**Instructions to follow**
With the pictures removed, write out the data below exactly.

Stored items
[Start of section]

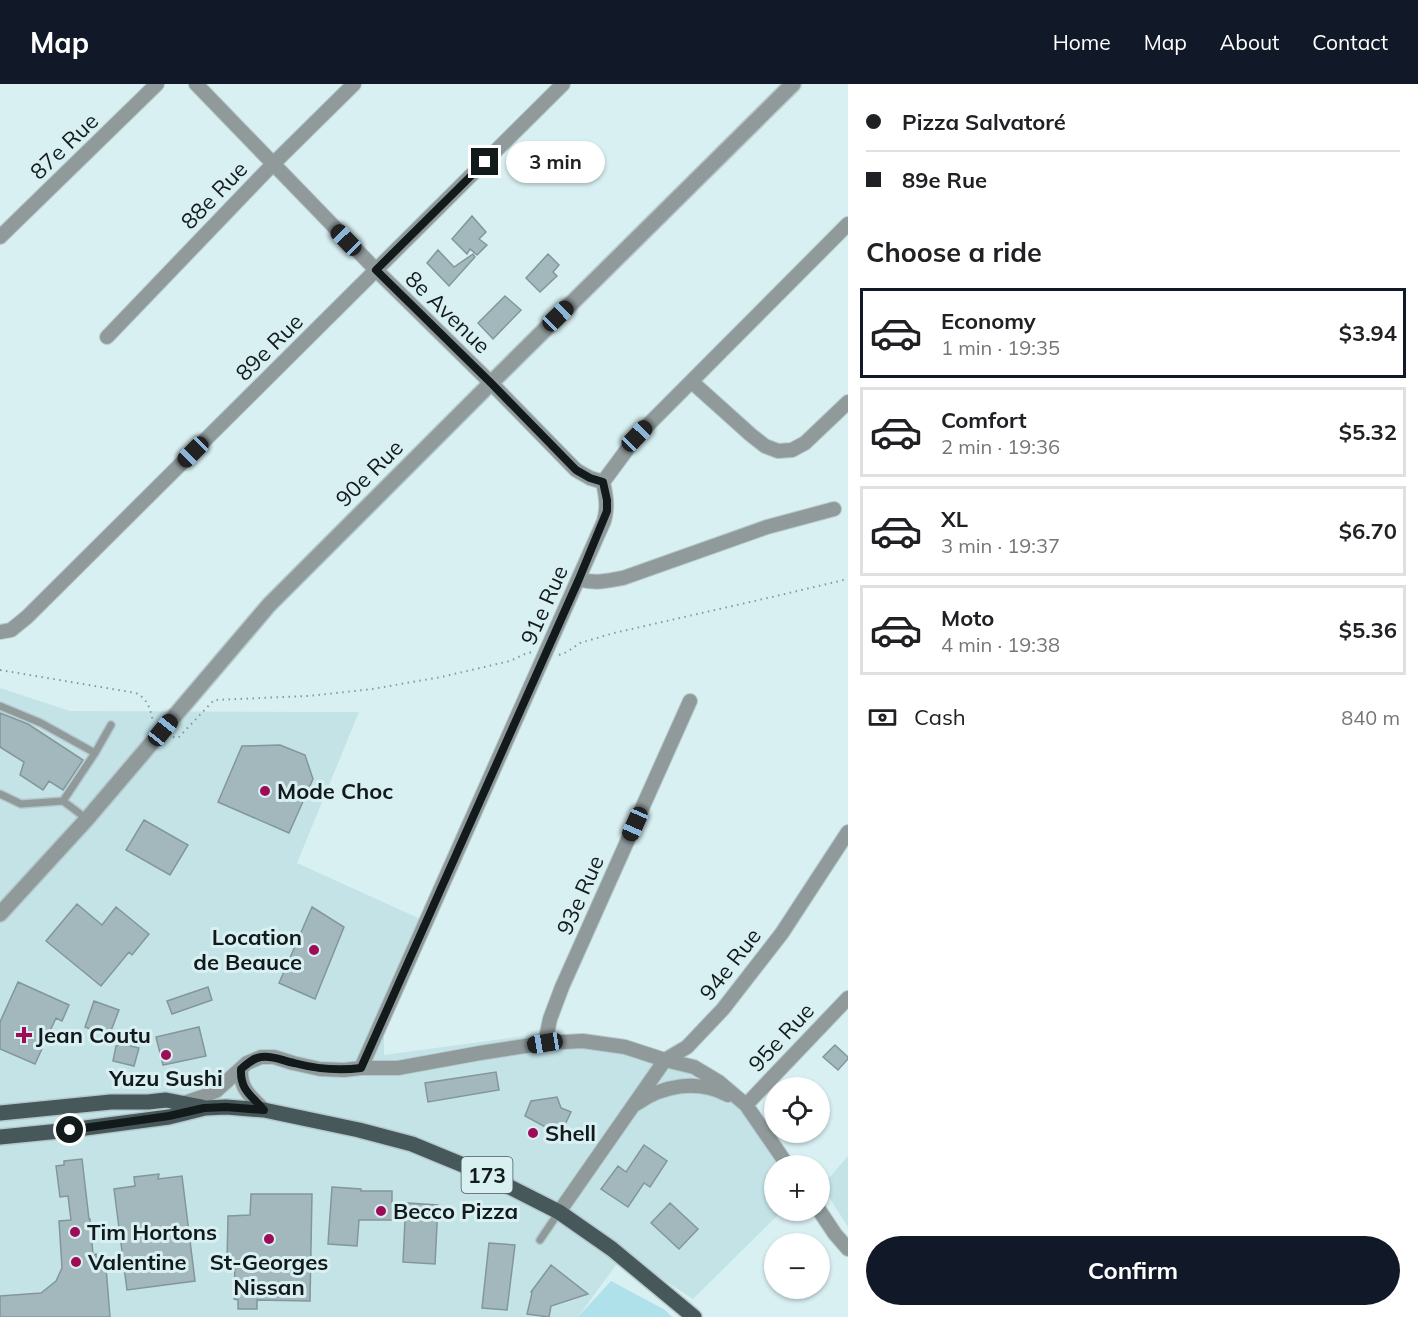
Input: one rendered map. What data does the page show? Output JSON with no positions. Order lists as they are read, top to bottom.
{
  "streets": {
    "main road": ["173"],
    "street": [
      "87e Rue",
      "88e Rue",
      "8e Avenue",
      "89e Rue",
      "90e Rue",
      "91e Rue",
      "93e Rue",
      "94e Rue",
      "95e Rue"
    ]
  },
  "crossings": [
    ["88e Rue", "8e Avenue"],
    ["8e Avenue", "89e Rue"],
    ["8e Avenue", "90e Rue"],
    ["8e Avenue", "91e Rue"],
    ["94e Rue", "95e Rue"],
    ["94e Rue", "173"]
  ],
  "places": {
    "other": [
      "Mode Choc",
      "Location de Beauce",
      "Yuzu Sushi",
      "Shell",
      "Becco Pizza",
      "Tim Hortons",
      "St-Georges Nissan",
      "Valentine"
    ],
    "health": ["Jean Coutu"]
  },
  "page": {
    "header": "Map",
    "nav": [
      "Home",
      "Map",
      "About",
      "Contact"
    ],
    "banner": ["Pizza Salvatoré", "89e Rue"],
    "bubble": "3 min",
    "heading": "Choose a ride",
    "list": [
      {
        "name": "Economy",
        "note": "1 min · 19:35",
        "value": "$3.94"
      },
      {
        "name": "Comfort",
        "note": "2 min · 19:36",
        "value": "$5.32"
      },
      {
        "name": "XL",
        "note": "3 min · 19:37",
        "value": "$6.70"
      },
      {
        "name": "Moto",
        "note": "4 min · 19:38",
        "value": "$5.36"
      }
    ],
    "pay": ["Cash", "840 m"],
    "map_buttons": ["+", "−"],
    "buttons": "Confirm"
  }
}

[End of section]

**Answer below**
Input: one rendered map. What data does the page show? Output JSON with no positions. Order lists as they are read, top to bottom.
{
  "streets": {
    "main road": ["173"],
    "street": [
      "87e Rue",
      "88e Rue",
      "8e Avenue",
      "89e Rue",
      "90e Rue",
      "91e Rue",
      "93e Rue",
      "94e Rue",
      "95e Rue"
    ]
  },
  "crossings": [
    ["88e Rue", "8e Avenue"],
    ["8e Avenue", "89e Rue"],
    ["8e Avenue", "90e Rue"],
    ["8e Avenue", "91e Rue"],
    ["94e Rue", "95e Rue"],
    ["94e Rue", "173"]
  ],
  "places": {
    "other": [
      "Mode Choc",
      "Location de Beauce",
      "Yuzu Sushi",
      "Shell",
      "Becco Pizza",
      "Tim Hortons",
      "St-Georges Nissan",
      "Valentine"
    ],
    "health": ["Jean Coutu"]
  },
  "page": {
    "header": "Map",
    "nav": [
      "Home",
      "Map",
      "About",
      "Contact"
    ],
    "banner": ["Pizza Salvatoré", "89e Rue"],
    "bubble": "3 min",
    "heading": "Choose a ride",
    "list": [
      {
        "name": "Economy",
        "note": "1 min · 19:35",
        "value": "$3.94"
      },
      {
        "name": "Comfort",
        "note": "2 min · 19:36",
        "value": "$5.32"
      },
      {
        "name": "XL",
        "note": "3 min · 19:37",
        "value": "$6.70"
      },
      {
        "name": "Moto",
        "note": "4 min · 19:38",
        "value": "$5.36"
      }
    ],
    "pay": ["Cash", "840 m"],
    "map_buttons": ["+", "−"],
    "buttons": "Confirm"
  }
}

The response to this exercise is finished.